Exercise goal: Which lines of the entries contain the word "controls"? Please list them.

(Items listed in a dataset)
--------------------------------

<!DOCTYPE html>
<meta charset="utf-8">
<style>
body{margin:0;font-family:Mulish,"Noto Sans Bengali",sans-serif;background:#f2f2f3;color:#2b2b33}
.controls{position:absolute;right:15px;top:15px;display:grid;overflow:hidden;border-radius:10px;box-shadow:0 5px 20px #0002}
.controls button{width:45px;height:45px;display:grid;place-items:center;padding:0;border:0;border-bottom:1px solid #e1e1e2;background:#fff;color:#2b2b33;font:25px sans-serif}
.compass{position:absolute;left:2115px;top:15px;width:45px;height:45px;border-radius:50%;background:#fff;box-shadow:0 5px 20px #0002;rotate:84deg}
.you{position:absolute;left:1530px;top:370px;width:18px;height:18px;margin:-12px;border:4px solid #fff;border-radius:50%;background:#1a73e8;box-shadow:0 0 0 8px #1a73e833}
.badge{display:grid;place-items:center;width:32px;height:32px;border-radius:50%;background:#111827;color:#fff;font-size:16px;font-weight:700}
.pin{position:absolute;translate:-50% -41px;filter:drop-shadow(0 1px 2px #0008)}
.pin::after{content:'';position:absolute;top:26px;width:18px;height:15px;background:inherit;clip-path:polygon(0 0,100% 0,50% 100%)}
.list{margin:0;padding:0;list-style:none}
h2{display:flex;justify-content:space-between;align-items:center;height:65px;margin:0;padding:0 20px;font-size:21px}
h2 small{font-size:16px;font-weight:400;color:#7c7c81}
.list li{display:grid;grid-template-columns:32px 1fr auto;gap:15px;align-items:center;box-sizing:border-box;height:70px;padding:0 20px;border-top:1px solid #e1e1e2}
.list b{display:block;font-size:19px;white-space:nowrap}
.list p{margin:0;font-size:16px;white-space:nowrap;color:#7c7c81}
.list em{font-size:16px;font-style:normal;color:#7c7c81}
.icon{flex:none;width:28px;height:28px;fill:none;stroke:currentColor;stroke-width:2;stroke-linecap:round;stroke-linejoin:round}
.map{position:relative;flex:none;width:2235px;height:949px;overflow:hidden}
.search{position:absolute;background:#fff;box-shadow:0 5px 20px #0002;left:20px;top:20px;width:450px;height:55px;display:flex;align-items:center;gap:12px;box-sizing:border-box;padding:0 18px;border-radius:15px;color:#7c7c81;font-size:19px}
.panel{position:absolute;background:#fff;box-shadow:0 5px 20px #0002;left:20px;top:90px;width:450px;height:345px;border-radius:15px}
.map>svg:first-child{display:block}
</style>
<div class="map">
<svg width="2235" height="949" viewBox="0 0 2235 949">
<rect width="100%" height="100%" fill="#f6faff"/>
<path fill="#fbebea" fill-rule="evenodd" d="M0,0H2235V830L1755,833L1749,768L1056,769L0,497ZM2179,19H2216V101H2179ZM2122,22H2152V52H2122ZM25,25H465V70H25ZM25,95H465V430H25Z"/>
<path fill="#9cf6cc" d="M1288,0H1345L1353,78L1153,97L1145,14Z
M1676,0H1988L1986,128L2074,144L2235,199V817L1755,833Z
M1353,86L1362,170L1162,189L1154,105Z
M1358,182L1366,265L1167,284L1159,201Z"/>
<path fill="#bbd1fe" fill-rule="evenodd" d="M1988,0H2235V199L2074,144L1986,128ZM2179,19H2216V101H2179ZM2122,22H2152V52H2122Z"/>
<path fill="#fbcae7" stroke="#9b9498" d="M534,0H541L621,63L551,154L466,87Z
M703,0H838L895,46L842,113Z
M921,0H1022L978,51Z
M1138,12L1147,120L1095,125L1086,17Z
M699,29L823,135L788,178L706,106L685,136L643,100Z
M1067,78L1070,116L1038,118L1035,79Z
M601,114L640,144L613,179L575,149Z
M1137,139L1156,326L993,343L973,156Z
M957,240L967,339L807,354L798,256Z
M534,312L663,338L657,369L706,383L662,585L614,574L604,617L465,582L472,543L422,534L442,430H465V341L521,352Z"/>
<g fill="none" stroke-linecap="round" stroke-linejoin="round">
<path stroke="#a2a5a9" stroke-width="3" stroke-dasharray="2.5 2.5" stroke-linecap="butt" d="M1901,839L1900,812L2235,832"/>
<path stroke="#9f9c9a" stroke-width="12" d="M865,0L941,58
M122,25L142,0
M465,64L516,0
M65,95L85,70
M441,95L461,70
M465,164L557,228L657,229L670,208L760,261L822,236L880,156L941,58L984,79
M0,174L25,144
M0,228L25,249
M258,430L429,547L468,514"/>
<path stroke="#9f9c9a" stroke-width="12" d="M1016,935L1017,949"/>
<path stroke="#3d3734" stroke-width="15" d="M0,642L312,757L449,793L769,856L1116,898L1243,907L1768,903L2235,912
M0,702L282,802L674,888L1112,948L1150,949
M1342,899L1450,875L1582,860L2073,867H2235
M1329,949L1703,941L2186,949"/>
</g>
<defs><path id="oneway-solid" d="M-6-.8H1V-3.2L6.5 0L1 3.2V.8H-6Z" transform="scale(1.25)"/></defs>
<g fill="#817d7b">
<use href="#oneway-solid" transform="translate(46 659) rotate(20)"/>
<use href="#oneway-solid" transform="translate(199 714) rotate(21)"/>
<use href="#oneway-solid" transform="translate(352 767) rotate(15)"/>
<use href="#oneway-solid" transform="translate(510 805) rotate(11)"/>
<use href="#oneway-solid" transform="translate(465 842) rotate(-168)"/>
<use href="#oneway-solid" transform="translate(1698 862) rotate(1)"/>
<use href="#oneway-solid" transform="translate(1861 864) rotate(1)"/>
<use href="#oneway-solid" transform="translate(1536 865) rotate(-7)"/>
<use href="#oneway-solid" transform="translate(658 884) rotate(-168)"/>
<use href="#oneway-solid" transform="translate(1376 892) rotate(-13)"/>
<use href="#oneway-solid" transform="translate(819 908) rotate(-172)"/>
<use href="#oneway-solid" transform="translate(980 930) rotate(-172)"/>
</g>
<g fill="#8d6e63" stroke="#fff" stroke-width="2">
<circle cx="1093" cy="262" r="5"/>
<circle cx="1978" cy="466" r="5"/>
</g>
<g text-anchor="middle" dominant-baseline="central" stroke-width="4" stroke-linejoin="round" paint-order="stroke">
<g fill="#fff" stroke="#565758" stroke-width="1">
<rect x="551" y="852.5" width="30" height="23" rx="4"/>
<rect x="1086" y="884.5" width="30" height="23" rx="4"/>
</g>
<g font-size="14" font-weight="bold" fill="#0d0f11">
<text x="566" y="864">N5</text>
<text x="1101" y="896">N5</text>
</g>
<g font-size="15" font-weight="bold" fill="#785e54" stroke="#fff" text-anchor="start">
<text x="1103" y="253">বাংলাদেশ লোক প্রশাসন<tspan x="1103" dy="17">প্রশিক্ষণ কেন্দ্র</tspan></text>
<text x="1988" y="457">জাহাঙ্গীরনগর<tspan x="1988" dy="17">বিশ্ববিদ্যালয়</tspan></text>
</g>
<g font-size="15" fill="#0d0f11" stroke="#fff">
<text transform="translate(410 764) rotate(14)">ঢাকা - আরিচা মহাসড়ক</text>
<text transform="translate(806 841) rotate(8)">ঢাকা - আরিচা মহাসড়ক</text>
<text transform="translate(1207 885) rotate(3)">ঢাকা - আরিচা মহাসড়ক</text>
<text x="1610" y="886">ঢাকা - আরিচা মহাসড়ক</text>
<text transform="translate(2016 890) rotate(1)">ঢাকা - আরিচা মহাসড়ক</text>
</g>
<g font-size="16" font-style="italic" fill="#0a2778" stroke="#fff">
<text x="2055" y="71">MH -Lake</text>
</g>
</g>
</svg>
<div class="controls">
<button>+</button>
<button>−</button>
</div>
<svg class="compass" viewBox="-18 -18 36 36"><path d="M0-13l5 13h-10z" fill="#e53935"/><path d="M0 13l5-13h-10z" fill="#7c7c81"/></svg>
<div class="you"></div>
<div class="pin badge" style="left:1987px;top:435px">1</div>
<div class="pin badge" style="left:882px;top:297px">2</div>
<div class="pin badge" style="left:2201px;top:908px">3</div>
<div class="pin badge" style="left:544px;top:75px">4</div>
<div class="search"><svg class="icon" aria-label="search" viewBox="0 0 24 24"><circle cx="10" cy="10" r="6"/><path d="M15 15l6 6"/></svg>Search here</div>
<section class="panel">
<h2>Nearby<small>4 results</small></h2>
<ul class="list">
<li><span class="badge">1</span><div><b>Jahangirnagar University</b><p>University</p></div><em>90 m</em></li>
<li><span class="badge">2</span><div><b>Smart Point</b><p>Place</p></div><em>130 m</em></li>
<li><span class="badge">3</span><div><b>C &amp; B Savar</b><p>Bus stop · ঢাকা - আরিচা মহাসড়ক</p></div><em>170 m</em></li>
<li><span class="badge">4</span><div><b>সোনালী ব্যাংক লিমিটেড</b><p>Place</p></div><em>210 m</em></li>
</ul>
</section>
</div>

--------------------------------

Answer for this exercise:
.controls{position:absolute;right:15px;top:15px;display:grid;overflow:hidden;border-radius:10px;box-shadow:0 5px 20px #0002}
.controls button{width:45px;height:45px;display:grid;place-items:center;padding:0;border:0;border-bottom:1px solid #e1e1e2;background:#fff;color:#2b2b33;font:25px sans-serif}
<div class="controls">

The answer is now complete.